Kofi Asare, the Executive Director of the Africa Education Watch, has called for the regulation of the West African Examinations Council (WAEC).
According to him, the regulator would ensure that the right standards are set for the Council and its operations. He explained that this will ensure that WAEC delivers on its mandate and produces “true and learned students.”
Mr Asare further averred that, this has become necessary due to WAEC’s autonomy in setting questions and marking them. Coupled with this, the Council does its own assessment of schools, students, and their results as well as examiners.
He made this revelation during an engagement by the Centre for Democratic Development Ghana (CDD-Ghana) on a post-election dialogue. Mr Asare emphasized the need for monitoring and evaluation by regulators.
Additionally, he explained that the Council’s credibility dilemma assessment systems are fraught by frequent leakages in examination questions and other malpractices.
“We need regulators for WAEC to set standards and ensure that sanctions are applied to any individual, group, or entity that fails to apply the law.

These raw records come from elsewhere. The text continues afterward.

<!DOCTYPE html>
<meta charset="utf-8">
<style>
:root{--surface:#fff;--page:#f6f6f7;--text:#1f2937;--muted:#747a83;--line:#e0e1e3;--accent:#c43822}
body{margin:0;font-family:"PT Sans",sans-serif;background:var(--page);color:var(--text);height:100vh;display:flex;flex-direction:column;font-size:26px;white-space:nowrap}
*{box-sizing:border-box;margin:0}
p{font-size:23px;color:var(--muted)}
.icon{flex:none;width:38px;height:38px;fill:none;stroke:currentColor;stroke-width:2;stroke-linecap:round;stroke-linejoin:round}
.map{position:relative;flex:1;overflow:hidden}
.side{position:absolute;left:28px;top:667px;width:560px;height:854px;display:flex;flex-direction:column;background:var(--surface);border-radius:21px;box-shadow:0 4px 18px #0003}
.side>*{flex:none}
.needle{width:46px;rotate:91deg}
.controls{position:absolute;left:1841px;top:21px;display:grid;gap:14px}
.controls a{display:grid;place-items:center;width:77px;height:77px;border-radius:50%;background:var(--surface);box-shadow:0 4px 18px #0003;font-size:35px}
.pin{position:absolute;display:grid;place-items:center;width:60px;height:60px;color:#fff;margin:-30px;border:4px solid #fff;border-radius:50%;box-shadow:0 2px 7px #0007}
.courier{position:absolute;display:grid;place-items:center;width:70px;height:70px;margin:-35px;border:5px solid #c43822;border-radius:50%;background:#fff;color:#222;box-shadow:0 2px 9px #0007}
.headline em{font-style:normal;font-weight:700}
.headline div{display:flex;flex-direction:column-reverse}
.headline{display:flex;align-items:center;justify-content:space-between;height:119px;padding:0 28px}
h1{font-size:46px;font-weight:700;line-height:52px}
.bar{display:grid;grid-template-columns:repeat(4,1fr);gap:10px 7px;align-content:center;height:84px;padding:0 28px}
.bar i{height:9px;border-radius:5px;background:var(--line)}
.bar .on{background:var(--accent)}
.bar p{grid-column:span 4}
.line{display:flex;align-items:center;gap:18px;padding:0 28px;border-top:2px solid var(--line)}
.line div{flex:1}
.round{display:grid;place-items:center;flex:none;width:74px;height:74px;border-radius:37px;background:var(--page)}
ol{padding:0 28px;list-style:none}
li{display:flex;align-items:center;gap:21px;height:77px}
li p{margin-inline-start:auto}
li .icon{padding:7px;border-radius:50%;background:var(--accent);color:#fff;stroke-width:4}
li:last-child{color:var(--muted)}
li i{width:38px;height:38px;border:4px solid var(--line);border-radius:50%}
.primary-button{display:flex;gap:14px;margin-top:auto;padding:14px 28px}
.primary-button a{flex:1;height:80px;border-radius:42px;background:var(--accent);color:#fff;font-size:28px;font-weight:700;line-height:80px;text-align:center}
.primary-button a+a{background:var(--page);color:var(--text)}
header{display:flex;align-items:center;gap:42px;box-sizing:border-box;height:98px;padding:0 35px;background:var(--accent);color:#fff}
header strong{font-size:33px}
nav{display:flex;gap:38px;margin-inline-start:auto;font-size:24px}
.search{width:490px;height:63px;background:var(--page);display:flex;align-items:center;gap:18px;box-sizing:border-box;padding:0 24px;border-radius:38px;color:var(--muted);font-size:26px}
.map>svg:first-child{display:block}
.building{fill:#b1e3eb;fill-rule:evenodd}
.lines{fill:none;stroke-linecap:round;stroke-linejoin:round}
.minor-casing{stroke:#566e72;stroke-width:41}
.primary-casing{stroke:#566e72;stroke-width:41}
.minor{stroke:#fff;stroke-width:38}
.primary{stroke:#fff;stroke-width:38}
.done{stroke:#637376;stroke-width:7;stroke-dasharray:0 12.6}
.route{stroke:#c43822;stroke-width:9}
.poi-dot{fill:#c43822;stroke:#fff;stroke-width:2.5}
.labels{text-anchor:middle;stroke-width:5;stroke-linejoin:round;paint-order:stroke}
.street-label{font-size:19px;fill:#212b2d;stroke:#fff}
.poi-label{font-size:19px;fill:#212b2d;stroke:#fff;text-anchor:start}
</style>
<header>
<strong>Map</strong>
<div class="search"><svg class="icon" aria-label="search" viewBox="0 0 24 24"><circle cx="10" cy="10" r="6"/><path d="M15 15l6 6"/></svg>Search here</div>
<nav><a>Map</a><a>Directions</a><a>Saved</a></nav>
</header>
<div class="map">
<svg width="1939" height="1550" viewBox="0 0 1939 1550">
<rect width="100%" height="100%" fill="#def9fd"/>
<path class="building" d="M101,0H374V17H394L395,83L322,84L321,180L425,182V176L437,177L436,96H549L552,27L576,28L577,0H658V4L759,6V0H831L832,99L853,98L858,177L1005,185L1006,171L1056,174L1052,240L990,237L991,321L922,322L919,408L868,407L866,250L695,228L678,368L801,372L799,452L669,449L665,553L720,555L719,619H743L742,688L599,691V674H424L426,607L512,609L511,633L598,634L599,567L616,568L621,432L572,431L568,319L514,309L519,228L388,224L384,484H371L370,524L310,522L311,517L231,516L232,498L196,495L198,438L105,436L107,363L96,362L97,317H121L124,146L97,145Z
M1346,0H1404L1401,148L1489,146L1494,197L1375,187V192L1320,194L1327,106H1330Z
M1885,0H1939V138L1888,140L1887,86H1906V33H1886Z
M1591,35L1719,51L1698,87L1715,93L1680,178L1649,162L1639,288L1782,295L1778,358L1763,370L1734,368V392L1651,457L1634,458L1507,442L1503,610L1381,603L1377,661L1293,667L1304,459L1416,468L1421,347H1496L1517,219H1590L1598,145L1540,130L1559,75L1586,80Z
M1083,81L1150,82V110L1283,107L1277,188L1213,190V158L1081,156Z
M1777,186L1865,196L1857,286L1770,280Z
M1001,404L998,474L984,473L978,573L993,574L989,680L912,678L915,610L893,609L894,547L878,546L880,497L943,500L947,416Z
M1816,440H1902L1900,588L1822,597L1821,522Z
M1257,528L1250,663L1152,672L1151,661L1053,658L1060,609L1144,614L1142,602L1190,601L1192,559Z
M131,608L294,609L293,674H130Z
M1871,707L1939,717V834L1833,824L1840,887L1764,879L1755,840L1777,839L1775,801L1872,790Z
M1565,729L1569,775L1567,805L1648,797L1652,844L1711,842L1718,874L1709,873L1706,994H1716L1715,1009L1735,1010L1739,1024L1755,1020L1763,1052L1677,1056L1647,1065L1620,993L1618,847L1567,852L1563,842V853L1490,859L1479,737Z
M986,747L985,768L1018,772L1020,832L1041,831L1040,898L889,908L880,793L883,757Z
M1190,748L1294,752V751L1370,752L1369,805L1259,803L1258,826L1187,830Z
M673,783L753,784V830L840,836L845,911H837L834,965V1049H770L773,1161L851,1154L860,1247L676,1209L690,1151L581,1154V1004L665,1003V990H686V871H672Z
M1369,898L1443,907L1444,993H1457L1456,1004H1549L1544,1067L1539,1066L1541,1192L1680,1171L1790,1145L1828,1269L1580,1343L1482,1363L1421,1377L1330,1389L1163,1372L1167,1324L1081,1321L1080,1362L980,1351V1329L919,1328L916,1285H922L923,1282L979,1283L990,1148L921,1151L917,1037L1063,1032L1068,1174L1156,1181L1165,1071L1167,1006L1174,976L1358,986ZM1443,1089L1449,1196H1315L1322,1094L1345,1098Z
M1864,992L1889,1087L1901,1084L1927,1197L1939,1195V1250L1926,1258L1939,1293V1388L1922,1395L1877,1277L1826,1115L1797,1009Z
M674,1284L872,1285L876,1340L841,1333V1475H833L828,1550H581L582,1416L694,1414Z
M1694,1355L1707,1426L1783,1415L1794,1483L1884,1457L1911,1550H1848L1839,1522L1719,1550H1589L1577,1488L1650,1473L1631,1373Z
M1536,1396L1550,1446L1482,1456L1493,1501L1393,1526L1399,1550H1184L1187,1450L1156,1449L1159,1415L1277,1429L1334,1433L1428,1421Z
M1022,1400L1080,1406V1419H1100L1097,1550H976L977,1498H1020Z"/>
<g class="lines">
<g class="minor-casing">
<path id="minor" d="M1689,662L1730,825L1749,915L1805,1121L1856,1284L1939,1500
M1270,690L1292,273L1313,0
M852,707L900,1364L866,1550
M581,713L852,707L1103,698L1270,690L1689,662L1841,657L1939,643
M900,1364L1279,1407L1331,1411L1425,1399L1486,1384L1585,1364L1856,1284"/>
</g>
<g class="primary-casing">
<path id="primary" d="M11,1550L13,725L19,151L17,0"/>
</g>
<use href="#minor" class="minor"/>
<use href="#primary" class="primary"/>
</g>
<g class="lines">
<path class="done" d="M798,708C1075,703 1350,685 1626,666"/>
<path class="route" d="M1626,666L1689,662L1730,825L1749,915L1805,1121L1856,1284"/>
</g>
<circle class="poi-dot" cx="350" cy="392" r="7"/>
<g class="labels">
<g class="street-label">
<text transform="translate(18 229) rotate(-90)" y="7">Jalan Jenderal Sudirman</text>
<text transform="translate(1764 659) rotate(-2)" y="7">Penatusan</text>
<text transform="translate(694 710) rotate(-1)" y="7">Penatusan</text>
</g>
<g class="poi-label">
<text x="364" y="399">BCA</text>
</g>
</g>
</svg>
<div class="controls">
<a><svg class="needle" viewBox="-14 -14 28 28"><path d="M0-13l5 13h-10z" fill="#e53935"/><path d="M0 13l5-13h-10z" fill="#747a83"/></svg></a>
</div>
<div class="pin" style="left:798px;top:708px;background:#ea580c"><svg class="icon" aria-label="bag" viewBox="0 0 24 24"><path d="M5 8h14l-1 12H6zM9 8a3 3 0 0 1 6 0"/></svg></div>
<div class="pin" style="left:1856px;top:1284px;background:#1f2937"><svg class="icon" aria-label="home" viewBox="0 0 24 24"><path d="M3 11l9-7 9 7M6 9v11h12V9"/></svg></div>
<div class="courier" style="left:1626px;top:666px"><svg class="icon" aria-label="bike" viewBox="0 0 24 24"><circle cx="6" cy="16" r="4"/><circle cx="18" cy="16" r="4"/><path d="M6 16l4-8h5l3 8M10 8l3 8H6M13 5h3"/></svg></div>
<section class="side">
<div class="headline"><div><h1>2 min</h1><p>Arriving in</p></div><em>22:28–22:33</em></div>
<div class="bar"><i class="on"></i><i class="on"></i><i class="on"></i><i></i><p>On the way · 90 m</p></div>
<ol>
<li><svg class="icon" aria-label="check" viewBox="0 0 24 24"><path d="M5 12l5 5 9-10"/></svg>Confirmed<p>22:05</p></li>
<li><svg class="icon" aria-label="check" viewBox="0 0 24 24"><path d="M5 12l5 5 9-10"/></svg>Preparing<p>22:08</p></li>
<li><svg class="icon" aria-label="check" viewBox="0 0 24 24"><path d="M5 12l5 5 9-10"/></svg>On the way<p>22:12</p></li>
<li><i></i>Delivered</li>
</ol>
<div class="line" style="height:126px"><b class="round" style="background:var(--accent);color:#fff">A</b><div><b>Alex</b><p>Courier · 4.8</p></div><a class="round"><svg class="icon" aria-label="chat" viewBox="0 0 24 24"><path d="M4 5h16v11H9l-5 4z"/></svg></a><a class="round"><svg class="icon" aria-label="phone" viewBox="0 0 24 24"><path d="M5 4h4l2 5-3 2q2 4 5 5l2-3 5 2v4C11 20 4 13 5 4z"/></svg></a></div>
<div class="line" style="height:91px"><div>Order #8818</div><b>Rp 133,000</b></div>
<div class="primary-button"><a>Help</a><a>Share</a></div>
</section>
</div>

These credibility gaps continue to exist because WAEC, apart from enjoying a comfortable monopoly for over 50 years, is not under any form of regulation that compels the adoption and observance of standards for the assessment and neither is it accountable as a semi-autonomous body operating under the Ministry of Education”.
Empower NCC to regulate WAEC
Mr. Asare further suggested that the National Council for Curriculum and Assessment should serve as a regulatory body for WAEC. According to him, this will help to reduce the costs involved in setting up a regulatory body.
He further stressed on the need for the country to move beyond building basic schools without Junior High facilities. Mr Asare revealed that, research shows that there are 500 primary schools without kindergartens. Out of this, some two per cent of kindergartens had nurseries. He described this situation as a contributory factor to the high numbers in the privatization of nurseries.
Complete Adaptation of Basic School Concept
Touching on basic school drop-out, he indicated that the survival rate was as low as 18 per cent by JHS 3. As such, the transition from primary to JHS posed a serious challenge to retention.
Mr. Asare explained the reason as being that, students in some rural communities without JHS commuted for long distances to school.
“In the next four years, the Ministry of Education must work to align pre-primary, primary, and JHS by completing the adaptation of the Basic School Concept where every Primary school must have a KG and JHS, all called ‘Basic School’ with one headmaster”.
Commenting on the Capitation Grant to finance the Free Compulsory Universal Basic Education Policy, he revealed that it has become a huge challenge. Mr Asare further averred it has affected resource availability and learning outcomes.
According to him, system reforms and commitments were required to ensure adequate funds arrived on time.
As part of his recommendation to address this, he averred that Ghana must review the Dual Desk Policy in basic schools. This, he explained will ensure that government adopts the single desk policy in the use of dual desks in schools.